Pelacuran bukan barang baru di peradaban manusia. Persoalannya kompleks. Bukan sekadar dosa. Mudah saja kalau itu persoalan dosa, tanyalah kepada semua pelacur, apakah mereka menginginkan pekerjaan tersebut?
Karena persoalannya kompleks, maka cara pandang dan penyelesaiannya tidak mudah. Sebetulnya dengan adanya “kompleks pelacuran” sudah merupakan tahapan maju untuk menyelesaikan sebagian persoalan. Para pelacur bisa diidentifikasi, pergerakan mereka dibatasi, sehingga segala imbas bisa lebih bisa diantisipasi dan dikontrol.

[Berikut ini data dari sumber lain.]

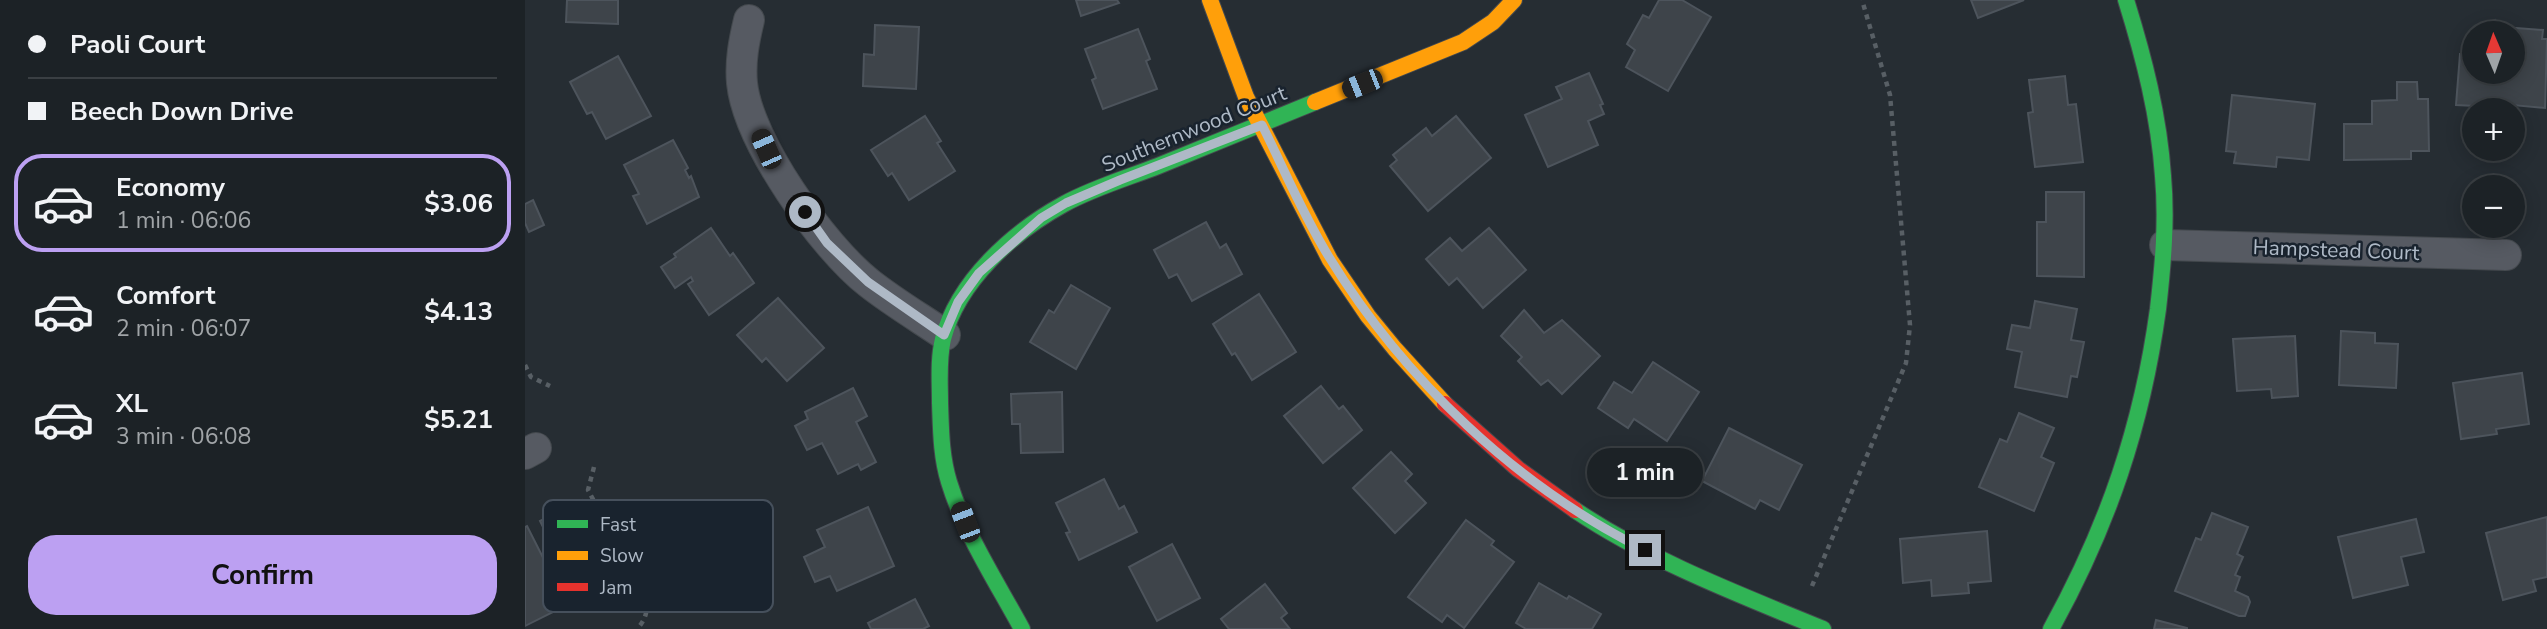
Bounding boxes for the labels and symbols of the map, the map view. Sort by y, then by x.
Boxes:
north arrow [2462,21,2525,84]
car [1339,66,1386,102]
street label: Southernwood Court [1097,79,1291,179]
car [748,126,785,172]
route start [789,196,821,228]
street label: Hampstead Court [2252,233,2420,267]
callout: 1 min [1587,448,1703,498]
car [948,499,983,545]
legend [543,500,773,612]
text: Fast [600,512,636,538]
route end [1629,534,1661,566]
text: Slow [600,543,644,569]
text: Jam [599,575,633,601]

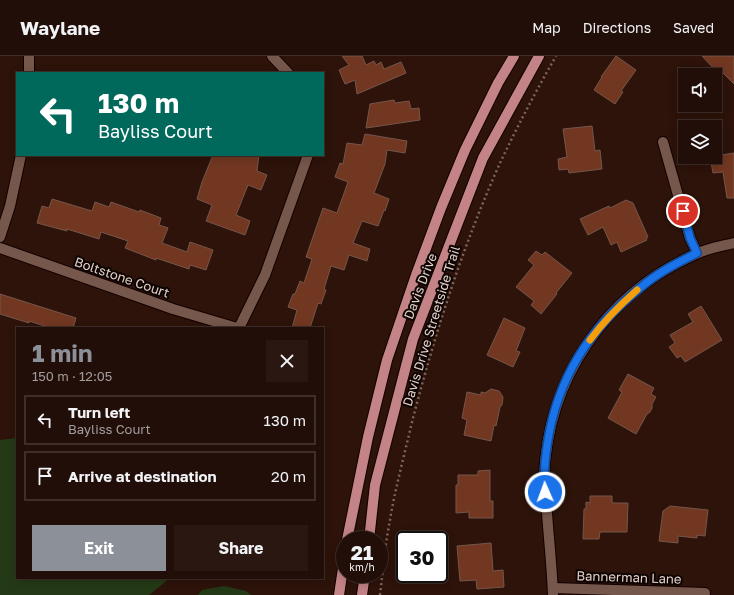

Ada beberapa filosofi memerintah. Salah satunya, kalau seorang pemimpin tidak bisa menghindari kemunculan dan mudaratnya, maka: legalkan. Dengan dilegalkan, segalanya lebih bisa dilihat, diatur, dan dikontrol. Sebab barang yang “gelap” (tidak dilegalkan), lebih tidak bisa dilihat dan karena itu makin susah dikontrol. Dilegalkan dalam hal ini bukan berarti Anda harus sepakat bahwa itu halal. Ini metode. Bukan nilai.
Sebagai contoh pendamping, sekalipun tidak sama persis, adalah soal ganja. Kita semua tiap saat disuguhi pembakaran berhektar-hektar ladang ganja di Sumatra, dari Aceh sampai Lampung. Kalau mau jujur, kita tiap saat tahu ganja beredar di mana-mana. Artinya, sejauh ini, persoalan ganja belum bisa diselesaikan oleh aparat. Belum lagi, malah dijadikan permainan oleh aparat itu sendiri.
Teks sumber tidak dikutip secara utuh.